A controversial bill that would have barred nursing homes, hospitals and other medical facilities from requiring any immunizations for staff, visitors or patients has been kicked back to the Legislature with recommendations from Republican Gov. Greg Gianforte.
Gianforte’s amendatory veto of House Bill 702 gives the Legislature the chance to consider his proposed amendment to the legislation. The House voted 64-32 to approve the changes later in the day, while the Senate plans to consider them Thursday. That's expected to be the final day of the legislative session.
The governor's proposed changes would prohibit nursing homes, long-term care facilities and assisted living facilities from requiring immunizations unless doing otherwise would put them out of compliance with federal regulations governing Medicare and Medicaid.
Gianforte also wants to add language that would allow health care facilities to ask employees to provide immunization status if needed to provide “reasonable accommodation measures to protect the safety and health” of people in their facility.
But the facility must also provide “reasonable accommodations” for staff, patients, visitors and others who aren’t vaccinated or decline to give their vaccine status. The bill does not define that term.
HB 702 received intense support from critics of vaccines who packed the House and Senate galleries to cheer its passage, and was one of several measures introduced this session that sought to limit the ability of businesses and government agencies to require immunizations.
"Ultimately, the decision to receive a vaccine is voluntary and Montanans should not face the threat of discrimination rooted in whether they decide to have a vaccine," Rep. Jennifer Carlson, R-Manhattan.
It passed the Legislature earlier this week after getting lukewarm endorsements from a pair of influential House Republicans. Both indicated that they were uncomfortable with the text of the bill because of concerns about hospitals and nursing homes not allowing visitors if the bill became law, but during speeches on the House floor said they had received assurances from the governor’s office that their fears were unfounded.
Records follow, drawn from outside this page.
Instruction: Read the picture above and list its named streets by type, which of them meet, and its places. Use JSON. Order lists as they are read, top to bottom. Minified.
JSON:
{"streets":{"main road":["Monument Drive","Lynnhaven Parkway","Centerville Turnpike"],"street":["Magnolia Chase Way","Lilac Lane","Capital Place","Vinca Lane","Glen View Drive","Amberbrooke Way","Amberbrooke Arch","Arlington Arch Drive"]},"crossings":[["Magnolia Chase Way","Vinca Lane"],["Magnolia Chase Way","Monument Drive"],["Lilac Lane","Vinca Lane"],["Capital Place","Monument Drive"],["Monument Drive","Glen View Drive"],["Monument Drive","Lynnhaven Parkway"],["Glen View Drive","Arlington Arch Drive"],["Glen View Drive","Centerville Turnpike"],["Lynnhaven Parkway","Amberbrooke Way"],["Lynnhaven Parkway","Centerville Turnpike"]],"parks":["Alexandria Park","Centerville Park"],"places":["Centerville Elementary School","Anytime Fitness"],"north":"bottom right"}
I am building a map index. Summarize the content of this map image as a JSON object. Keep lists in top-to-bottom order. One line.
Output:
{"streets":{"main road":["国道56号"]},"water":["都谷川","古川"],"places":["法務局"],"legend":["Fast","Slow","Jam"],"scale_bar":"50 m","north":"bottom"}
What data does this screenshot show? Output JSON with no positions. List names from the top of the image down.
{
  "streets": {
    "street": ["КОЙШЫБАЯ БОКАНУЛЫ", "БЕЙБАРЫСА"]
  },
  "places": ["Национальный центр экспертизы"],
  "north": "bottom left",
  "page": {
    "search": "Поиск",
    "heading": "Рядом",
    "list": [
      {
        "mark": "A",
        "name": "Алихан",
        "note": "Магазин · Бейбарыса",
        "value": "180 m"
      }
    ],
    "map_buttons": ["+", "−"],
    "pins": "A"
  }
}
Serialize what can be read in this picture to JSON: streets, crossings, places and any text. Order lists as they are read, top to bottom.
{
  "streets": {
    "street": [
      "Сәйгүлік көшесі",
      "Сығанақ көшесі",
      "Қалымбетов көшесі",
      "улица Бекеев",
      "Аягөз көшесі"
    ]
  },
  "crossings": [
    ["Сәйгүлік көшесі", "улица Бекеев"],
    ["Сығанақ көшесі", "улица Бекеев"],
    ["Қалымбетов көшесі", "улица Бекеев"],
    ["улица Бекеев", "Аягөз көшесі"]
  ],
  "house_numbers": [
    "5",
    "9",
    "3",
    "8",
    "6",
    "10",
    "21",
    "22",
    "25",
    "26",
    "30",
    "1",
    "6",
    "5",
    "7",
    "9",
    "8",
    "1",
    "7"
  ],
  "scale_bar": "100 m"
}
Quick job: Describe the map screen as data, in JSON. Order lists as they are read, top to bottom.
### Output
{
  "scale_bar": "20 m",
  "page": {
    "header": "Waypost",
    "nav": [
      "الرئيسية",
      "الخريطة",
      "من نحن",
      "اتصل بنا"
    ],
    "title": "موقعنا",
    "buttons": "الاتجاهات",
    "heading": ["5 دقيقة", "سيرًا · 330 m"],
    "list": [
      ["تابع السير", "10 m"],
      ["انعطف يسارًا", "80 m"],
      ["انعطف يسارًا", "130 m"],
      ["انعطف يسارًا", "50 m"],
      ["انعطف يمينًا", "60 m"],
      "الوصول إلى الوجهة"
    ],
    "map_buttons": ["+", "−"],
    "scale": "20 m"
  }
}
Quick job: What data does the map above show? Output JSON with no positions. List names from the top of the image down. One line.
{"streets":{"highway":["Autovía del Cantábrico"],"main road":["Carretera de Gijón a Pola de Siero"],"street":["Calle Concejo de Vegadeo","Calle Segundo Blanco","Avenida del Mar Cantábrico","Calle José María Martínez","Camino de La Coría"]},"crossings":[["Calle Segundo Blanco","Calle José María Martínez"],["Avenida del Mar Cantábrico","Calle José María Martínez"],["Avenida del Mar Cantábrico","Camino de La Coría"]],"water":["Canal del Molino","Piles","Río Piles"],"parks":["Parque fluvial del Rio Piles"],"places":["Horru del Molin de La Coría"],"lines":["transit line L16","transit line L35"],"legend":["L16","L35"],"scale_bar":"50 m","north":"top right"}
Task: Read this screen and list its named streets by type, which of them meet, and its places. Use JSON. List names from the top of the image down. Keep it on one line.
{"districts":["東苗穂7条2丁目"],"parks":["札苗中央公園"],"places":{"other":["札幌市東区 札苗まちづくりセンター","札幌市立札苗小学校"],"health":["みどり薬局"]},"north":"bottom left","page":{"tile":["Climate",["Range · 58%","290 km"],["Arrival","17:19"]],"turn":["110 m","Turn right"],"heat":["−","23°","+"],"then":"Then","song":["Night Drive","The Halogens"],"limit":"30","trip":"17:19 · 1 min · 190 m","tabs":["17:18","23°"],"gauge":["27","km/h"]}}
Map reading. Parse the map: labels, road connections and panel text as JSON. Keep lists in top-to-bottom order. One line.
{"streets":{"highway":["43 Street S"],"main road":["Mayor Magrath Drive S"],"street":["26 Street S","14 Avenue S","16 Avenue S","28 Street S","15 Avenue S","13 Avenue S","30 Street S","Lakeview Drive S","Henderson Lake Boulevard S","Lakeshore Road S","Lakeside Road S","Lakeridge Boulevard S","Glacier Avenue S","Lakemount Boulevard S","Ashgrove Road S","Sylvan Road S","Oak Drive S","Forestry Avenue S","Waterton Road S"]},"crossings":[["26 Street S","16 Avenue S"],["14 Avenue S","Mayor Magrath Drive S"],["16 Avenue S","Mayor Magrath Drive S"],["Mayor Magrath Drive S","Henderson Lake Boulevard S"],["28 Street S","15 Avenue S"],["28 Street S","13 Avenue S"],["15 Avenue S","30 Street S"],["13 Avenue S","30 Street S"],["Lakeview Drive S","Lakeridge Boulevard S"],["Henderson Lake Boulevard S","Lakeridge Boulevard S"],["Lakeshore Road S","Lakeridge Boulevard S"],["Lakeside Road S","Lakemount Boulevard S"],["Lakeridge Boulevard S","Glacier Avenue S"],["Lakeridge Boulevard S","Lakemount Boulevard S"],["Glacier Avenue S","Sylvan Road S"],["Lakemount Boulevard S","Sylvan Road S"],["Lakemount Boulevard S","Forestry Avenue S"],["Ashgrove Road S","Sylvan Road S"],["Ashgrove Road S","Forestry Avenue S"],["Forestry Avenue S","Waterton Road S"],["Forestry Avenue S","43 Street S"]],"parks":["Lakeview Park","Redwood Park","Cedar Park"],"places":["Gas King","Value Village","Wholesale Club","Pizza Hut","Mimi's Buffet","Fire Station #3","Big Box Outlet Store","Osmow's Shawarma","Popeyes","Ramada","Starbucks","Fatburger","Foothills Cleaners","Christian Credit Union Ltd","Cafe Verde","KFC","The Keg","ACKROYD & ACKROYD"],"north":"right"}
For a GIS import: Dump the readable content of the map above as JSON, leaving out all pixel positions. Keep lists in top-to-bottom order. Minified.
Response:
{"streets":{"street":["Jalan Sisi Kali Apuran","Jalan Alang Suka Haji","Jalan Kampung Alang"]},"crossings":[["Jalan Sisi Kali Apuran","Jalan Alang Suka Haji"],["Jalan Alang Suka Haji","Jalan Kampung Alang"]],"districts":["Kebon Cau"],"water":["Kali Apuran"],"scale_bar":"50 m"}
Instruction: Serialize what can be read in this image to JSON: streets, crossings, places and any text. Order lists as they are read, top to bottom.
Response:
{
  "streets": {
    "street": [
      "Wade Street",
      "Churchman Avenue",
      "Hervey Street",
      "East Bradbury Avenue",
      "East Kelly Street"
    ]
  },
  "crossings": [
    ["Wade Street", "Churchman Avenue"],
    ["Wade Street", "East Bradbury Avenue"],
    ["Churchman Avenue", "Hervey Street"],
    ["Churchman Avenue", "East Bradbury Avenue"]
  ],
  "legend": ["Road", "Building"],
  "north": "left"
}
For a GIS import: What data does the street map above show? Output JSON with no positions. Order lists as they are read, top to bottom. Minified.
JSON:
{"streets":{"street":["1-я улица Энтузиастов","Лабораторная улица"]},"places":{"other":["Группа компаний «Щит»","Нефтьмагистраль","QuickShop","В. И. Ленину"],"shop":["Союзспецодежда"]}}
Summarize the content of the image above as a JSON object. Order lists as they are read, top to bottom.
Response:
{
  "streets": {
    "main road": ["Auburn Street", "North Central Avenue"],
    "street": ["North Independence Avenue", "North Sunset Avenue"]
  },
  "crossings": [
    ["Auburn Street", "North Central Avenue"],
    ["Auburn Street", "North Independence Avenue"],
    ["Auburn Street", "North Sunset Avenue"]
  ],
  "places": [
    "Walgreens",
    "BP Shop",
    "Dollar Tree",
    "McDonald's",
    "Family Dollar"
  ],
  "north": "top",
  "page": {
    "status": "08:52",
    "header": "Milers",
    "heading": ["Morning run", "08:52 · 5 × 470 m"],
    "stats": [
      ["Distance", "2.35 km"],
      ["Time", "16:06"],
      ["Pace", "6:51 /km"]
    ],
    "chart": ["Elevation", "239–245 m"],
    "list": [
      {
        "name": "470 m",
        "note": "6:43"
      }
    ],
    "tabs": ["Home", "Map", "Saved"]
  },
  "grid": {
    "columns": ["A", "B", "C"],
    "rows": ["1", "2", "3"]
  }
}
One of them, Rep. Ed Buttrey of Great Falls, reiterated many of his concerns on Wednesday, before again saying he would again "reluctantly support" the bill based on those assurances from the governor's office.
Medical professionals and groups representing hospitals and nursing homes have been vocally critical of the measure.
Rep. Ed Stafman, D-Bozeman, argued that the proposed amendments from the governor, whose office is on the second floor of the Capitol, failed to address concerns of the state's top health organizations. Those groups have warned in recent days that the bill could lead to measures like masks and visitations restrictions becoming permanent at medical facilities.
“Despite the unspecified assurances we’re hearing from the second floor, use your common sense," Stafman said. "How does a hospital make an 'accommodation' for a surgeon whose vaccination status precludes him from safely performing surgery? Assign him to desk duty?"
He also said that the changes would still ban other facilities, such as those that cater to the elderly, from requiring staff get any vaccines, including for the flu, which can be deadly for older people.